「どんな育ちをしたって、100歳になればひとりぼっちですよ」佐藤愛子が“わがままに生きる”理由【草笛光子で映画化】
わがままは私の性分ですから。それと育ち方ね。うちは親もわがままで、わがままが悪いものじゃないというふうに育っている。だからこんなのができちゃったわけね。育った家庭が不良の集まりでしたから。 佐藤さんの父は、作家の佐藤紅緑。母は女優だったシナ。兄は作詞家のサトウハチロー。佐藤さんは佐藤家3代を小説『血脈』に著し、2000年に菊池寛賞を受賞した。 昔なら、『女大学』がありました。そういうものを守らなきゃいけないという家庭に育った人は、やっぱりちゃんとしたお方ですよ。ただ私はお友達にはなれない(笑)。 私みたいなのは世間狭く生きなきゃならないですよ。会合とか集まりとか出たことがない。退屈なんです、常識ってやつが。でも今は戦争に負けて時代が変わって、古い戒めが力を失って。女の人は生きよくなりましたね。
私の子どもに生まれてきた運命だからしょうがない
時代が変わったといえば、介護制度もそうだろう。今どきの「会合とか集まり」には、デイサービスやショートステイなどなども。 うちの者は私に、そういうところに行ってほしいんです。家にいられるとうるさいから。でも、それはもう、全然だめですね。 わがままが通らないから嫌なのでなく、私なんかがそういうところへ行ったら向こうが迷惑なんです。諦めて(わがままを)我慢してくれるから、気の毒だし迷惑だろうと思うわけです。そういうことを理解する力は持っている。だから家で頑張っているから、うちの者が迷惑している。それはもう、私の子どもに生まれてきた運命だからしょうがない。

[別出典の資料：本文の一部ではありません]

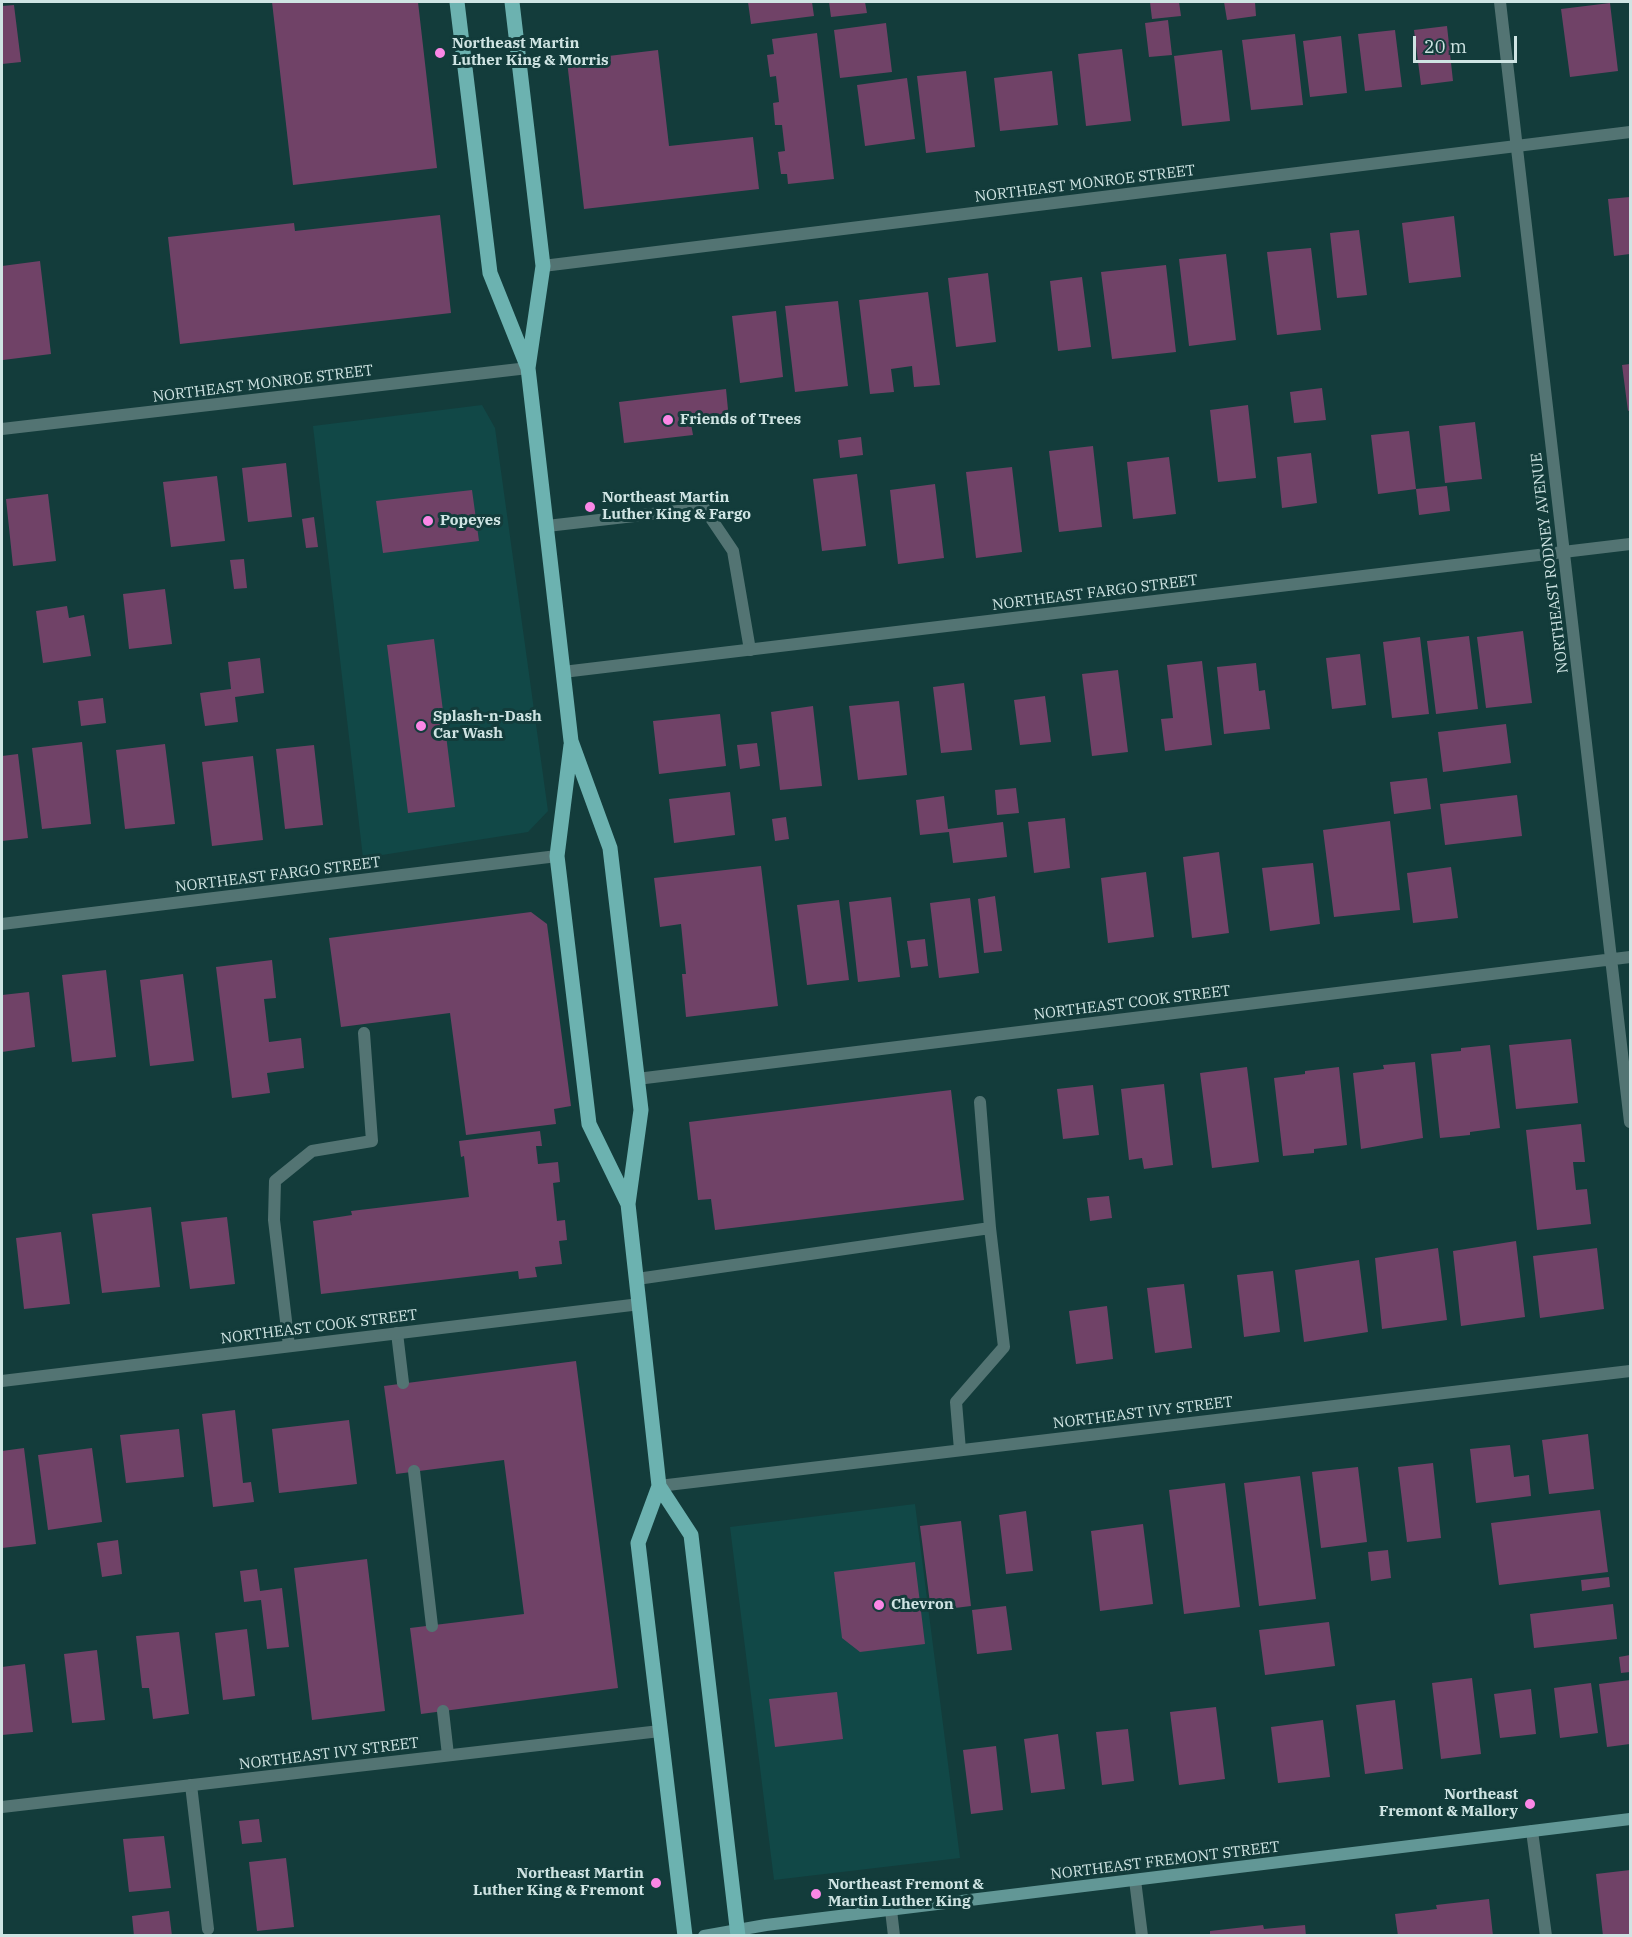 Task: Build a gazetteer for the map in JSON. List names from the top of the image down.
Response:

孤独と折り合うことはできないから、踏ん張って受け止めている
佐藤さんは、娘の響子さん夫妻と孫の桃子さんとの二世帯住宅で暮らす。2階に3人が住み、1階が佐藤さん。怖いとか寂しいとかはないですか、と尋ねてみた。
怖いってことはないです、泥棒の方が怖がりますから(笑)。怖いことはないけど、非常に孤独ですよね。夜より昼間ね、誰ともしゃべらないでしょ。お手伝いさんはいるけれど、あちらはあちらで働いていますしね。2階の娘や孫とはそんなにしゃべることもないし、向こうもそれほど2階から降りてきません。 100歳の孤独というのは、育ち方には関係ありません。どんな育ちをしたって、100歳になればひとりぼっちですよ。受け入れるしかないですね。だって、「あなた、そんな生活してたら寂しいから、少し協調性を持ってやりなさいよ」と言われても、できないものはしょうがないですから。 孤独と折り合うということはできません。できないから、踏ん張って受け止めている。耳が聞こえないのを怒ったってしょうがないでしょ。だから聞こえるフリをして生きるという。その程度の苦労は、してるんですよ。 書く力がある時は、孤独などどうでもよかったんです。ところが書くことができなくなってきたの。書いても、読み返すと気に入らないしね。原稿用紙は机の上で真っ白なまま。仕事ができれば1人は最高のことなんですけど、できないから。そうすると、することがない。だから早く死にたいなと、思います。